**Exercise aim:**
Beginning with the line below that contains "M488,1884L492,1898L476,1904L471,1890Z" and ending with the line that contains "M152,1923L166,1957", copy every line exactly. Copy nothing else.

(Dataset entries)
____________

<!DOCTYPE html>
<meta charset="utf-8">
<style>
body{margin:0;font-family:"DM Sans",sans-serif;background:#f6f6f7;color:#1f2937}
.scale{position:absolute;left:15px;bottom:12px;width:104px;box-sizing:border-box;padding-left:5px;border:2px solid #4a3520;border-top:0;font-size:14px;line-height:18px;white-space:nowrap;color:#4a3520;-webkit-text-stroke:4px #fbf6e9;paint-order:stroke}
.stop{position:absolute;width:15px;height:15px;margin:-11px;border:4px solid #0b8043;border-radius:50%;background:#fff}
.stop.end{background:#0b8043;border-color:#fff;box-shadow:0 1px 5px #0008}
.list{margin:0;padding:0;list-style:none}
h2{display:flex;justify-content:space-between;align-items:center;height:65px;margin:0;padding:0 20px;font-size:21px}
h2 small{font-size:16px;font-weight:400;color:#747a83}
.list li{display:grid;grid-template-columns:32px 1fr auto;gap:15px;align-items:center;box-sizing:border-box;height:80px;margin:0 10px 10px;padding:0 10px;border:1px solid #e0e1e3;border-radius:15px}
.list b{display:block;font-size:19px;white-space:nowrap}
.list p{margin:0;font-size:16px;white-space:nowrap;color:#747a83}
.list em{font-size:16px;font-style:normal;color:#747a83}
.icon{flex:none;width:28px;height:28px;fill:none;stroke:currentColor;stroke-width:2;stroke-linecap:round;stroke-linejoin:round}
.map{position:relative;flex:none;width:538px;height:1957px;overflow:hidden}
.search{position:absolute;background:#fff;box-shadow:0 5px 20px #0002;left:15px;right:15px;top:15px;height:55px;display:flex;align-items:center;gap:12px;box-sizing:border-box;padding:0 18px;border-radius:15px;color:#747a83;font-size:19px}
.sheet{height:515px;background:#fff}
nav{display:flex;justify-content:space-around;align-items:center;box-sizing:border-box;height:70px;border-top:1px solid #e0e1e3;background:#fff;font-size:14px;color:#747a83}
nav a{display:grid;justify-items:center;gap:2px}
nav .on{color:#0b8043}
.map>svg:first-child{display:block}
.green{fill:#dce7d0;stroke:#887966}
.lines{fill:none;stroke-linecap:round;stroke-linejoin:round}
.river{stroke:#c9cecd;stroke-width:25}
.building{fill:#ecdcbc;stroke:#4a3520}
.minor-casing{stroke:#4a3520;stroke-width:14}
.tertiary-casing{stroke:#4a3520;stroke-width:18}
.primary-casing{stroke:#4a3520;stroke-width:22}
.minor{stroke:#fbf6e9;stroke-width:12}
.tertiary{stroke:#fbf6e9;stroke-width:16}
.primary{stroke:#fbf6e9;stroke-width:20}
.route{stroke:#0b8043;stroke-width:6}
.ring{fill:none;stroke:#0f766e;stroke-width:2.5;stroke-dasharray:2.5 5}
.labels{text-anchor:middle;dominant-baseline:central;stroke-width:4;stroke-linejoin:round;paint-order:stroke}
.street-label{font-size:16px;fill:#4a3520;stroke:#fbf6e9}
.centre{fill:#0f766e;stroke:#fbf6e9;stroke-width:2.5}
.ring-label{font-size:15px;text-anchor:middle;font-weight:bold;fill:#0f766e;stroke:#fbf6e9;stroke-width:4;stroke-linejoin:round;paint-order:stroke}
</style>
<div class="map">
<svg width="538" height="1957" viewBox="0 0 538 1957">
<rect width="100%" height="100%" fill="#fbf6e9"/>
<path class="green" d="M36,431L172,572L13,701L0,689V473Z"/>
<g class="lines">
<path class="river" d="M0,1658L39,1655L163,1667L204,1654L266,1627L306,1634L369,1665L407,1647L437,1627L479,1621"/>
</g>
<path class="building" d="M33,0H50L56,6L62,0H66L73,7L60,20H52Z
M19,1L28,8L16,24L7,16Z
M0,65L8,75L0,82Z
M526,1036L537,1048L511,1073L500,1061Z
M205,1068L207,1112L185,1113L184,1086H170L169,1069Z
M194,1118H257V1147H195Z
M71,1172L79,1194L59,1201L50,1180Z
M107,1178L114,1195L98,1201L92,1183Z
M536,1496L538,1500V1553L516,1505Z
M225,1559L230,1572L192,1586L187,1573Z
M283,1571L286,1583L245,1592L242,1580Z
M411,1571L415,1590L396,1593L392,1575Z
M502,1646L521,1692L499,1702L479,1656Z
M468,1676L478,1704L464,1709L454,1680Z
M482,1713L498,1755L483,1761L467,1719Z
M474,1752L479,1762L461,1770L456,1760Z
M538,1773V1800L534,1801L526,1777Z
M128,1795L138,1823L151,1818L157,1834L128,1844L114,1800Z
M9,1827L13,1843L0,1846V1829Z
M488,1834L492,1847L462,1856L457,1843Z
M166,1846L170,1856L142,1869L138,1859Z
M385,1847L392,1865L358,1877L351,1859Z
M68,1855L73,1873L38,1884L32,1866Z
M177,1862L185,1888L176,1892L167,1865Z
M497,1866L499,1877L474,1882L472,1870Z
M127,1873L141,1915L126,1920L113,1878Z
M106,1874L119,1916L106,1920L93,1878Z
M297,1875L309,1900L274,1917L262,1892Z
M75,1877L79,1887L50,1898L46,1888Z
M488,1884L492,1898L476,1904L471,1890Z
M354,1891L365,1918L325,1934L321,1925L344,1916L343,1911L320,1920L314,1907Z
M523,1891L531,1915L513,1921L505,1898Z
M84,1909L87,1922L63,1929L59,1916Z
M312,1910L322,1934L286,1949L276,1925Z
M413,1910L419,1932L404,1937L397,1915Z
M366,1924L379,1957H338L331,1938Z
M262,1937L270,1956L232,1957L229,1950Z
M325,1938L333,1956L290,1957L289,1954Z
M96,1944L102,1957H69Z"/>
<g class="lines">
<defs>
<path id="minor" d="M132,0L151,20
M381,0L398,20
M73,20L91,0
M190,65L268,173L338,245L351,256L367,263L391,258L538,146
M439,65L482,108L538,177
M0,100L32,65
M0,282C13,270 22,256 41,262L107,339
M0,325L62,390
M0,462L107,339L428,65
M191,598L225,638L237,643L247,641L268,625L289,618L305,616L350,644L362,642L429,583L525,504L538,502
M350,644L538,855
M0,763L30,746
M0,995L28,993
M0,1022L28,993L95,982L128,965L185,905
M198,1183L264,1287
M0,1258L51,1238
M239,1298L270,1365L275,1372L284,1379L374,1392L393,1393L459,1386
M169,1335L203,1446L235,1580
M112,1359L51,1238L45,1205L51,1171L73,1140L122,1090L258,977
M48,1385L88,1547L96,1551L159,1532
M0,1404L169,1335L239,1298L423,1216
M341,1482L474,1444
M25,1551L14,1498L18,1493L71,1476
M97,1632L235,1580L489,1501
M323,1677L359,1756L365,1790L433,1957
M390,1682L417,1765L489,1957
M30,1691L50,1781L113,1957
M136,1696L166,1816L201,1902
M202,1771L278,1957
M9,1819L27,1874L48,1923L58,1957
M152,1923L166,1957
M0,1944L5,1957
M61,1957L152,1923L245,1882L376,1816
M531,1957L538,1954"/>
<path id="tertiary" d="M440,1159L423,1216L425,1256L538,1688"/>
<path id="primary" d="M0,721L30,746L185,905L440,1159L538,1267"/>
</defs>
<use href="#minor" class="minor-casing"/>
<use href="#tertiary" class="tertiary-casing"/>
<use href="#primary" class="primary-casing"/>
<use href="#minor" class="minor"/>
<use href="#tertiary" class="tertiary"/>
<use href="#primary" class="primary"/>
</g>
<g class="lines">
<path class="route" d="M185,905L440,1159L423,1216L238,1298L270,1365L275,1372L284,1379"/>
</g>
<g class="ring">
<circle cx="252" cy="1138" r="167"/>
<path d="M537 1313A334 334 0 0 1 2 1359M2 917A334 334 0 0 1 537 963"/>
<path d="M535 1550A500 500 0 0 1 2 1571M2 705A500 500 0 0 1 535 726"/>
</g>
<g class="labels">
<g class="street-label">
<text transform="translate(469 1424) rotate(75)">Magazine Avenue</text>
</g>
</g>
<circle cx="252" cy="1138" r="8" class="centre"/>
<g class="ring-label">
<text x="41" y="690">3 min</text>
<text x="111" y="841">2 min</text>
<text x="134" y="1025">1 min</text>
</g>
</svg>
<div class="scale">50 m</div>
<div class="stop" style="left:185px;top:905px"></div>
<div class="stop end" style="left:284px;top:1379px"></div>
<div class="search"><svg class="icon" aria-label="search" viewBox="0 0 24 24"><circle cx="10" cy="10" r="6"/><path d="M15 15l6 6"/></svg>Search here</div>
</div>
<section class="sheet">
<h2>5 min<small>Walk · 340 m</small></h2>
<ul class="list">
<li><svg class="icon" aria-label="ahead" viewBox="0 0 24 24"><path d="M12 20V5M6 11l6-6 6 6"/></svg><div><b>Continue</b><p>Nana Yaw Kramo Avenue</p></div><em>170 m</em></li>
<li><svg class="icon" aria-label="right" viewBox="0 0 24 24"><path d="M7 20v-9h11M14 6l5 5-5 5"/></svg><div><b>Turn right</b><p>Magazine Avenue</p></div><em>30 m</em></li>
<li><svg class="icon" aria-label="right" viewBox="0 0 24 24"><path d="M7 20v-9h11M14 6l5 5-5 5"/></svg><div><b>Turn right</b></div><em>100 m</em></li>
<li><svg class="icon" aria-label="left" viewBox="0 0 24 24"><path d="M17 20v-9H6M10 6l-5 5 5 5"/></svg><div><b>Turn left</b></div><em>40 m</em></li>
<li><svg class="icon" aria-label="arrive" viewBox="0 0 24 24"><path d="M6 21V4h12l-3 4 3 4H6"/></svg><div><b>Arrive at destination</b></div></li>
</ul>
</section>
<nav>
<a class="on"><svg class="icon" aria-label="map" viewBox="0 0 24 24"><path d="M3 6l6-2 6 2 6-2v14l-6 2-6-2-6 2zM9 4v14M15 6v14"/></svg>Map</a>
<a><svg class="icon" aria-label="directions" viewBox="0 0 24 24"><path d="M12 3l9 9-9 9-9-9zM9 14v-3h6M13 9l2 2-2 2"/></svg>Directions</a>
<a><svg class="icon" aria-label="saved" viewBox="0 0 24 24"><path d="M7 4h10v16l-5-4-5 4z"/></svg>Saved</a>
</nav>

____________

**Written response:**
M488,1884L492,1898L476,1904L471,1890Z
M354,1891L365,1918L325,1934L321,1925L344,1916L343,1911L320,1920L314,1907Z
M523,1891L531,1915L513,1921L505,1898Z
M84,1909L87,1922L63,1929L59,1916Z
M312,1910L322,1934L286,1949L276,1925Z
M413,1910L419,1932L404,1937L397,1915Z
M366,1924L379,1957H338L331,1938Z
M262,1937L270,1956L232,1957L229,1950Z
M325,1938L333,1956L290,1957L289,1954Z
M96,1944L102,1957H69Z"/>
<g class="lines">
<defs>
<path id="minor" d="M132,0L151,20
M381,0L398,20
M73,20L91,0
M190,65L268,173L338,245L351,256L367,263L391,258L538,146
M439,65L482,108L538,177
M0,100L32,65
M0,282C13,270 22,256 41,262L107,339
M0,325L62,390
M0,462L107,339L428,65
M191,598L225,638L237,643L247,641L268,625L289,618L305,616L350,644L362,642L429,583L525,504L538,502
M350,644L538,855
M0,763L30,746
M0,995L28,993
M0,1022L28,993L95,982L128,965L185,905
M198,1183L264,1287
M0,1258L51,1238
M239,1298L270,1365L275,1372L284,1379L374,1392L393,1393L459,1386
M169,1335L203,1446L235,1580
M112,1359L51,1238L45,1205L51,1171L73,1140L122,1090L258,977
M48,1385L88,1547L96,1551L159,1532
M0,1404L169,1335L239,1298L423,1216
M341,1482L474,1444
M25,1551L14,1498L18,1493L71,1476
M97,1632L235,1580L489,1501
M323,1677L359,1756L365,1790L433,1957
M390,1682L417,1765L489,1957
M30,1691L50,1781L113,1957
M136,1696L166,1816L201,1902
M202,1771L278,1957
M9,1819L27,1874L48,1923L58,1957
M152,1923L166,1957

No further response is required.